Heute Englischunterricht beim Sprachbloggeur.
Ich war am Sonntag in der Pinakothek der Moderne in München und setzte mich kurz bei der Besichtigung einer Ausstellung über die Geschichte der Architektur (sehr interessant, empfehlungswert) auf eine Bank hin.
Bald nahm neben mir ein Amerikaner mit seiner deutschen Freundin Platz. Vielleicht waren sie Studenten. Sie sprachen Englisch miteinander.
Normalerweise lausche ich den Gesprächen anderer nicht. Ich bin eher Voyeur (eine Tätigkeit, die die Fantasie beflügelt) als „eavesdropper“. „To eavesdrop“ (sprich: „iews-dropp“) bedeutet „lauschen“. „Eaves“ sind „Dachvorsprünge“. Als „eavesdrop“ bezeichnete man im Mittelalter einen Auffangtrog für Regenwasser, der vor dem Hauseingang oder neben einem Fenster stand. Ein „eavesdropper“ war jemand, der an fremden Türen und Fenstern lauschte.

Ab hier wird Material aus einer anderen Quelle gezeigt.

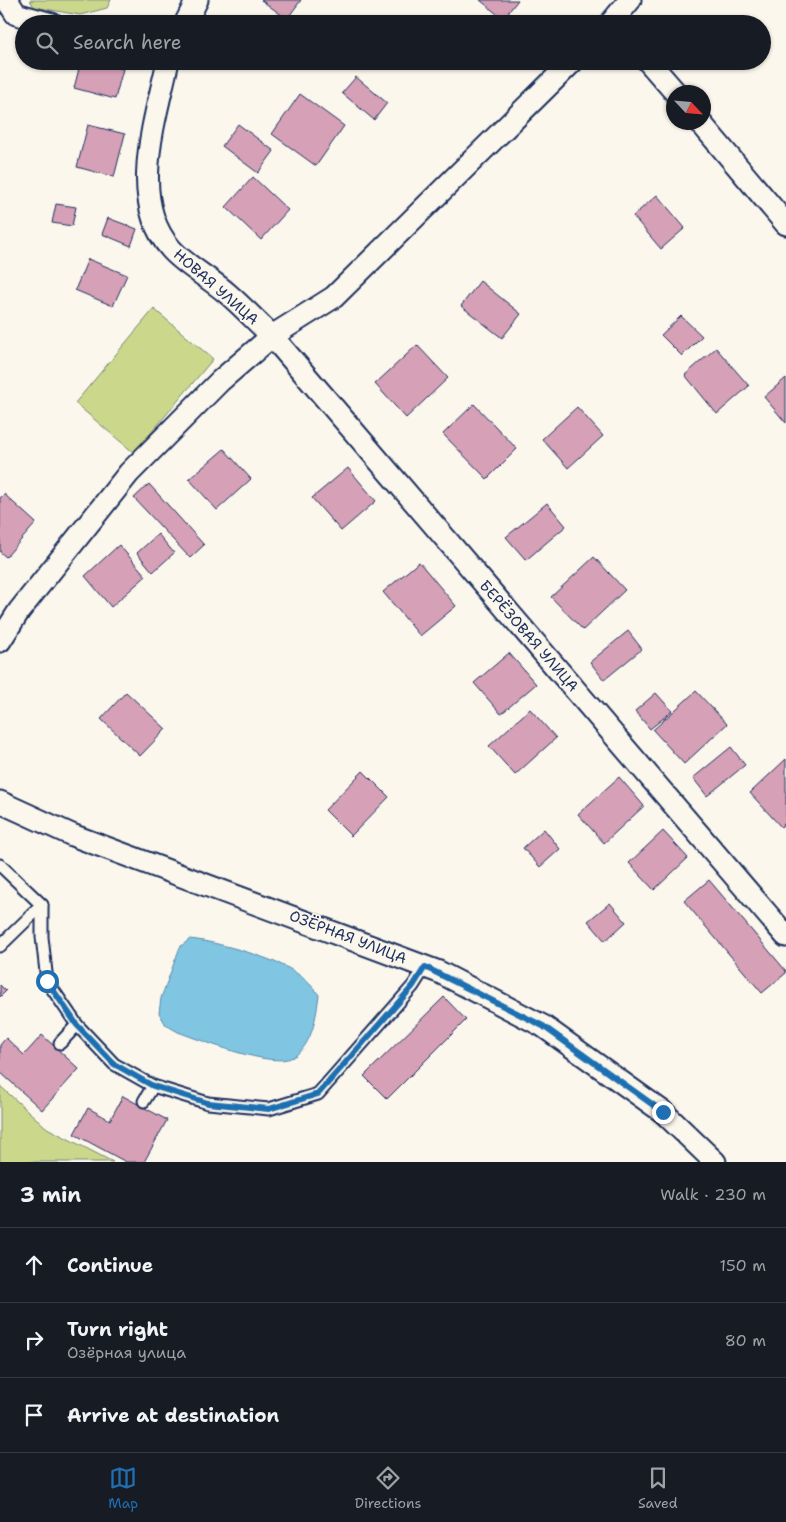 <!DOCTYPE html>
<html lang="en">
<head>
<meta charset="utf-8">
<style>
	:root { --surface:#171b24; --page:#20242c; --text:#f1f3f6; --muted:#9ea1a6; --line:#363941; --accent:#1f6fb2 }
	body { margin:0; font-family:"Shantell Sans",sans-serif; background:var(--page); color:var(--text) }
	.compass { position:absolute; left:666px; top:85px; width:45px; height:45px; border-radius:50%; background:var(--surface); box-shadow:0 1px 4px #0004; rotate:116deg }
	.stop { position:absolute; width:15px; height:15px; margin:-11px; border:4px solid #1f6fb2; border-radius:50%; background:#fff }
	.stop.end { background:#1f6fb2; border-color:#fff; box-shadow:0 1px 5px #0008 }
	.list { margin:0; padding:0; list-style:none }
	h2 { display:flex; justify-content:space-between; align-items:center; height:65px; margin:0; padding:0 20px; font-size:21px }
	h2 small { font-size:16px; font-weight:400; color:var(--muted) }
	.list li { display:grid; grid-template-columns:32px 1fr auto; gap:15px; align-items:center; box-sizing:border-box; height:75px; padding:0 20px; border-top:1px solid var(--line) }
	.list b { display:block; font-size:19px; white-space:nowrap }
	.list p { margin:0; font-size:16px; white-space:nowrap; color:var(--muted) }
	.list em { font-size:16px; font-style:normal; color:var(--muted) }
	.icon { flex:none; width:28px; height:28px; fill:none; stroke:currentColor; stroke-width:2; stroke-linecap:round; stroke-linejoin:round }
	.map { position:relative; flex:none; width:786px; height:1162px; overflow:hidden }
	.search { position:absolute; background:var(--surface); box-shadow:0 1px 4px #0004; left:15px; right:15px; top:15px; height:55px; display:flex; align-items:center; gap:12px; box-sizing:border-box; padding:0 18px; border-radius:28px; color:var(--muted); font-size:19px }
	.sheet { height:290px; background:var(--surface) }
	nav { display:flex; justify-content:space-around; align-items:center; box-sizing:border-box; height:70px; border-top:1px solid var(--line); background:var(--surface); font-size:14px; color:var(--muted) }
	nav a { display:grid; justify-items:center; gap:2px }
	nav .on { color:var(--accent) }
	.map>svg:first-child { display:block }
</style>
</head>
<body>
<div class="map">
<svg width="786" height="1162" viewBox="0 0 786 1162">
	<rect width="100%" height="100%" fill="#fbf7ec"/>
	<filter id="ink" filterUnits="userSpaceOnUse"><feTurbulence type="fractalNoise" baseFrequency=".02" numOctaves="2"/><feDisplacementMap in="SourceGraphic" scale="10" xChannelSelector="R" yChannelSelector="G"/><feConvolveMatrix kernelMatrix="1 2 1 2 8 2 1 2 1" color-interpolation-filters="sRGB"/></filter>
	<g filter="url(#ink)">
		<!-- green -->
		<g fill="#cbd88b" stroke="#738474">
			<polygon points="30,0 111,0 107,8 80,15 34,7"/>
			<polygon points="154,309 213,359 134,453 75,403"/>
			<polygon points="0,1086 47,1128 113,1162 0,1162"/>
		</g>
		<!-- water -->
		<path fill="#80c5e1" stroke="#5889ad" d="M190,939C217,942 266,956 290,969C302,976 311,984 319,995C316,1016 313,1045 293,1057C273,1069 200,1040 178,1032L166,1025L159,1013L161,998L180,947Z"/>
		<!-- building -->
		<g fill="#d6a0b6" stroke="#1b2f5e">
			<polygon points="261,0 301,0 287,19"/>
			<polygon points="480,0 518,0 503,19"/>
			<polygon points="81,61 96,61 123,69 115,99 74,88"/>
			<polygon points="356,77 387,103 374,120 342,93"/>
			<polygon points="300,94 344,126 316,166 272,134"/>
			<polygon points="238,124 274,151 258,173 222,146"/>
			<polygon points="88,125 125,134 114,177 77,167"/>
			<polygon points="253,177 288,210 261,240 226,207"/>
			<polygon points="657,195 685,228 661,249 633,216"/>
			<polygon points="56,204 76,207 72,226 52,223"/>
			<polygon points="108,218 137,229 131,246 102,234"/>
			<polygon points="88,259 127,275 113,306 75,290"/>
			<polygon points="480,281 521,314 502,338 461,306"/>
			<polygon points="681,316 702,336 682,356 661,335"/>
			<polygon points="417,345 448,378 406,418 375,384"/>
			<polygon points="716,348 749,386 717,414 685,375"/>
			<polygon points="786,378 786,423 764,397"/>
			<polygon points="474,404 517,449 487,479 443,434"/>
			<polygon points="577,407 603,436 568,468 542,439"/>
			<polygon points="224,449 251,479 217,510 189,479"/>
			<polygon points="348,468 376,501 341,531 312,498"/>
			<polygon points="149,484 204,545 190,558 134,498"/>
			<polygon points="4,494 36,523 6,557 0,552 0,498"/>
			<polygon points="547,503 566,526 526,560 506,537"/>
			<polygon points="158,534 174,553 153,572 137,553"/>
			<polygon points="119,545 146,576 111,607 85,576"/>
			<polygon points="594,557 625,590 583,630 551,597"/>
			<polygon points="419,562 456,606 420,636 383,592"/>
			<polygon points="628,631 642,649 604,680 590,662"/>
			<polygon points="509,653 536,684 501,714 474,683"/>
			<polygon points="696,691 727,724 684,764 653,730"/>
			<polygon points="126,692 166,729 140,756 101,719"/>
			<polygon points="656,693 672,711 650,729 635,711"/>
			<polygon points="530,709 556,738 515,775 489,746"/>
			<polygon points="731,747 745,765 707,796 693,778"/>
			<polygon points="786,759 786,822 781,827 750,793"/>
			<polygon points="363,771 389,797 351,836 325,810"/>
			<polygon points="619,777 644,806 604,843 578,814"/>
			<polygon points="544,829 560,849 540,867 523,848"/>
			<polygon points="663,831 688,858 654,890 629,863"/>
			<polygon points="709,880 786,971 786,973 762,993 684,901"/>
			<polygon points="610,903 626,922 605,941 588,921"/>
			<polygon points="0,985 6,991 0,997"/>
			<polygon points="444,997 466,1020 387,1099 364,1076"/>
			<polygon points="42,1035 79,1069 42,1110 0,1072 0,1045 6,1038 24,1055"/>
			<polygon points="123,1096 167,1120 144,1162 126,1162 74,1134 88,1108 110,1120"/>
		</g>
		<g fill="none" stroke-linecap="round" stroke-linejoin="round">
			<defs>
				<g id="service">
					<polyline points="0,865 42,905 42,937 47,981 77,1025 114,1064 153,1086 208,1103 269,1109 318,1094 413,986 425,967"/>
					<polyline points="0,946 42,905"/>
					<polyline points="60,1043 77,1025"/>
					<polyline points="144,1101 153,1086"/>
				</g>
				<g id="minor">
					<polyline points="7,0 16,14 52,24"/>
					<polyline points="185,24 197,0"/>
					<polyline points="610,24 630,0"/>
					<path d="M168,61C156,118 127,200 171,249C186,266 210,278 228,294C243,307 257,322 272,336L786,936"/>
					<polyline points="648,61 675,92"/>
					<polyline points="700,122 786,224"/>
					<polyline points="0,641 19,611 129,473 220,381 272,336 334,297 573,61"/>
					<polyline points="0,802 72,835 439,972 543,1026 663,1112 715,1162"/>
				</g>
			</defs>
			<!-- service casing -->
			<use href="#service" stroke="#1b2f5e" stroke-width="15"/>
			<!-- minor casing -->
			<use href="#minor" stroke="#1b2f5e" stroke-width="25"/>
			<!-- service -->
			<use href="#service" stroke="#fbf7ec" stroke-width="11"/>
			<!-- minor -->
			<use href="#minor" stroke="#fbf7ec" stroke-width="21"/>
		</g>
	</g>
	<g fill="none" stroke-linecap="round" stroke-linejoin="round" filter="url(#ink)">
		<!-- route -->
		<polyline stroke="#1f6fb2" stroke-width="6" points="47,981 77,1025 114,1064 153,1086 208,1103 269,1109 318,1094 413,986 425,967 543,1026 663,1112"/>
	</g>
	<g text-anchor="middle" stroke-width="4" stroke-linejoin="round" paint-order="stroke">
		<!-- street labels -->
		<g font-size="15" fill="#1b2f5e" stroke="#fbf7ec">
			<text transform="translate(216 287) rotate(41)" y="5">НОВАЯ УЛИЦА</text>
			<text transform="translate(529 636) rotate(49)" y="5">БЕРЁЗОВАЯ УЛИЦА</text>
			<text transform="translate(348 937) rotate(21)" y="5">ОЗЁРНАЯ УЛИЦА</text>
		</g>
	</g>
</svg>
<svg class="compass" viewBox="-18 -18 36 36"><path d="M0-13l5 13h-10z" fill="#e53935"/><path d="M0 13l5-13h-10z" fill="#9ea1a6"/></svg>
<div class="stop" style="left:47px;top:981px"></div>
<div class="stop end" style="left:663px;top:1112px"></div>
<div class="search"><svg class="icon" aria-label="search" viewBox="0 0 24 24"><circle cx="10" cy="10" r="6"/><path d="M15 15l6 6"/></svg>Search here</div>
</div>
<section class="sheet">
<h2>3 min<small>Walk · 230 m</small></h2>
<ul class="list">
<li><svg class="icon" aria-label="ahead" viewBox="0 0 24 24"><path d="M12 20V5M6 11l6-6 6 6"/></svg><div><b>Continue</b></div><em>150 m</em></li>
<li><svg class="icon" aria-label="right" viewBox="0 0 24 24"><path d="M7 20v-9h11M14 6l5 5-5 5"/></svg><div><b>Turn right</b><p>Озёрная улица</p></div><em>80 m</em></li>
<li><svg class="icon" aria-label="arrive" viewBox="0 0 24 24"><path d="M6 21V4h12l-3 4 3 4H6"/></svg><div><b>Arrive at destination</b></div></li>
</ul>
</section>
<nav>
<a class="on"><svg class="icon" aria-label="map" viewBox="0 0 24 24"><path d="M3 6l6-2 6 2 6-2v14l-6 2-6-2-6 2zM9 4v14M15 6v14"/></svg>Map</a>
<a><svg class="icon" aria-label="directions" viewBox="0 0 24 24"><path d="M12 3l9 9-9 9-9-9zM9 14v-3h6M13 9l2 2-2 2"/></svg>Directions</a>
<a><svg class="icon" aria-label="saved" viewBox="0 0 24 24"><path d="M7 4h10v16l-5-4-5 4z"/></svg>Saved</a>
</nav>
</body>
</html>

Mein Sitznachbar redete sehr laut und deutlich. Es war unmöglich, nicht zu eavesdroppen. Er erzählte seiner Freundin, dass er auf einer Party gewesen wäre und dass jemand ihn sehr spät in der Nacht angequatscht hätte: „And I say: ‚Like it’s four o’clock! I’m going to bed!’”
Aber so what.
Mich interessierte lediglich seinen Gebrauch des Wortes “like”. Denn ich überlegte in diesem Moment, dass man dieses „like“ ins Deutsche schwer übersetzen kann.
Fest steht aber: Die Verwendung dieses „like“ ist in der amerikanischen Sprache weit verbreitet. Man hört es vor allem bei jungen Menschen. Like man kann fast jeden amerikanischen Satz mit dieser Vokabel anfangen. Like es ist beinahe unmöglich einen Satz ohne „like“ zu beginnen, wenn man es so haben will. Like ich weiß, wovon ich rede. Like auch ich habe in meiner Jugend meine Sätze mit „like“ kräftig angepfeffert.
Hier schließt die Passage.